Замечайте, замечайте, милостивые государи, глубокое, супердидактическое значение каждого слова. Кухня названа стряпнёю — весьма верно! Это выражение указывает на кухонную аксиому о том, что главное в кухне — добрая стряпня. Заметьте, что опытный кухнолог не говорит просто: стряпня, но прибавляет: кухонная и столовая, то есть не одна кухонная, но и столовая, чтоб показать, что есть блюда, которые готовятся на кухне, но есть и такие, которые приготовляются в столовой, как, например, соус к салату, разные подливки, закуски, окрошки, десерт, и проч., — и что должно в трансцендентальной кухне соединять знание того и другого.
Что следует такому кухмистеру? Общее почтение, что изображается сниманием шляпы. Кухнолог называет его немцем, чтоб намекнуть об обширных сведениях, нужных для сциентифическои кухонной экспериментации.
Но я спешу обратить ваше внимание на те места этого изумительного по глубине творения, где автор касается до основных элементов кухни и ее исторических эволюции.
«Есть у меня и еще повар, почище Емели будет, — продолжает автор, — денщик Корней Горюнов. Щи, кашу, а под нужду и пирог состряпает; за вкус не берусь, а горяченько да мокренько будет. Но правду сказать, он, как служивый и походный человек, больше понаторел есть, чем стряпать; а холодное все-таки поудачнее горячего готовит: окрошку на квасу, тюрю на воде, даже первый сорт тюри, которую зовут — не при вас будь сказано — чертом, и болтушку постную сворочает разом».
Прислушайтесь, милостивые государи, к этой горькой иронии над людьми, которые только едят и не знают, что и как есть и что значит: есть! — эта ирония вырвалась прямо из благородного, высокого негодования! этом замечательном периоде все имеет символическое значение:
Емеля, то есть Е-меля, — намекает о первой обязанности повара все мелить, протирать и хорошо смешивать.
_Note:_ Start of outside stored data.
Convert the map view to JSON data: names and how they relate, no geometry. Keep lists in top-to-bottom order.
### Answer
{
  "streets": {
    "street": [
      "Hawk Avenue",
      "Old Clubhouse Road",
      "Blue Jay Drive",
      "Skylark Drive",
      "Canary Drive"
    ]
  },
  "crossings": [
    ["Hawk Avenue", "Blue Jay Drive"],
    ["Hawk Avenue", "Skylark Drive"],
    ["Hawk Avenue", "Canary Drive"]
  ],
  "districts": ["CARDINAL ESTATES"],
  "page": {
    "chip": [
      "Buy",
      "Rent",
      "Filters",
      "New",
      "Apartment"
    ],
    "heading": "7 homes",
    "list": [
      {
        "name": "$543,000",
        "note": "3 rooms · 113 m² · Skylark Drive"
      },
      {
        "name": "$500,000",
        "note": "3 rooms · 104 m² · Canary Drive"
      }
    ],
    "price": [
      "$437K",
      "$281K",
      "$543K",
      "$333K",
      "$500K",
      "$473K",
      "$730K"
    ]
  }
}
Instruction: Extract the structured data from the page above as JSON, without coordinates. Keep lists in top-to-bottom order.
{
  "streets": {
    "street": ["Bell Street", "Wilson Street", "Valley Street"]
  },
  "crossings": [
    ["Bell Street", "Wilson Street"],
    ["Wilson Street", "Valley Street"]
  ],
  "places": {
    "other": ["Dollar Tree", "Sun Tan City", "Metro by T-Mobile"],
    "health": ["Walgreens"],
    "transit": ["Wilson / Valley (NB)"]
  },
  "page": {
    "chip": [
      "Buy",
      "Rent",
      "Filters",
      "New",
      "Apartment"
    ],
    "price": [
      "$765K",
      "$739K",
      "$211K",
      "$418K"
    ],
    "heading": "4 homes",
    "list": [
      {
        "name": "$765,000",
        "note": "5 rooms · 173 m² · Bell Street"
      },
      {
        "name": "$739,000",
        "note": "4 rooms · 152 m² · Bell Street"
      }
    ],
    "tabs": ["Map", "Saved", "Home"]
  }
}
Имя Корней — само собою понятно; оно означает начало, корень искусства, его младенческое автодидактическое состояние, которое весьма плачевно, что и выражено словом: Горюнов.
Горяченько да мокренько — намекает на известные аксиомы кухни о том, что надобно подавать с пыла и остерегаться пересушки.
Наконец, автор обращается к предмету, который давно истощил внимание всех истинных кухнолюбов: вы догадываетесь, что я говорю о тюре! Автор решил наконец вопросы о сем загадочном предмете, и с сей минуты о нем не остается уже ни малейшего сомнения. Должно заметить, что здесь о тюре говорится в абсолютном и конкретном значении.
Вы понимаете, что такое тюря в абсолютном и конкретном значении? Нет! не понимаете? А я понимаю и вам объясню.
Здесь автор коснулся самых запутанных вопросов кухонной мифографики. Тюря в абсолютном значении, милостивые государи, — есть вся природа! Ибо вся природа есть смесь самых разнородных предметов, составляющая препорядочную тюрю. Оттого в тюрю, как в природу, может войти все, что угодно. Один ученый муж сказал: «Вино есть пиво, сваренное природою, пиво есть вино, приготовленное человеком». Мы с большим основанием скажем, тюря есть природа в кухонном мире, природа есть тюря в метафизической сфере.
Вы понимаете, какой свет проливается из сего начала на все дальнейшие консеквенции!
Оно указует на то, что настоящая кухня есть тюря, то есть смесь самая разнообразная, и вместе, что тюря есть прототип всех кухонных произведений. Это доказывается и этимологией слова; «тюря» происходит от древнего божества, которое носило имя Тура, или Тюря [118], — откуда известный турий рог, употреблявшийся на языческих пиршествах. На немецком языке сие слово означает частию дверь, то есть вход, начало всякого знания, частию — тварь, творение, как метонимия природы [119].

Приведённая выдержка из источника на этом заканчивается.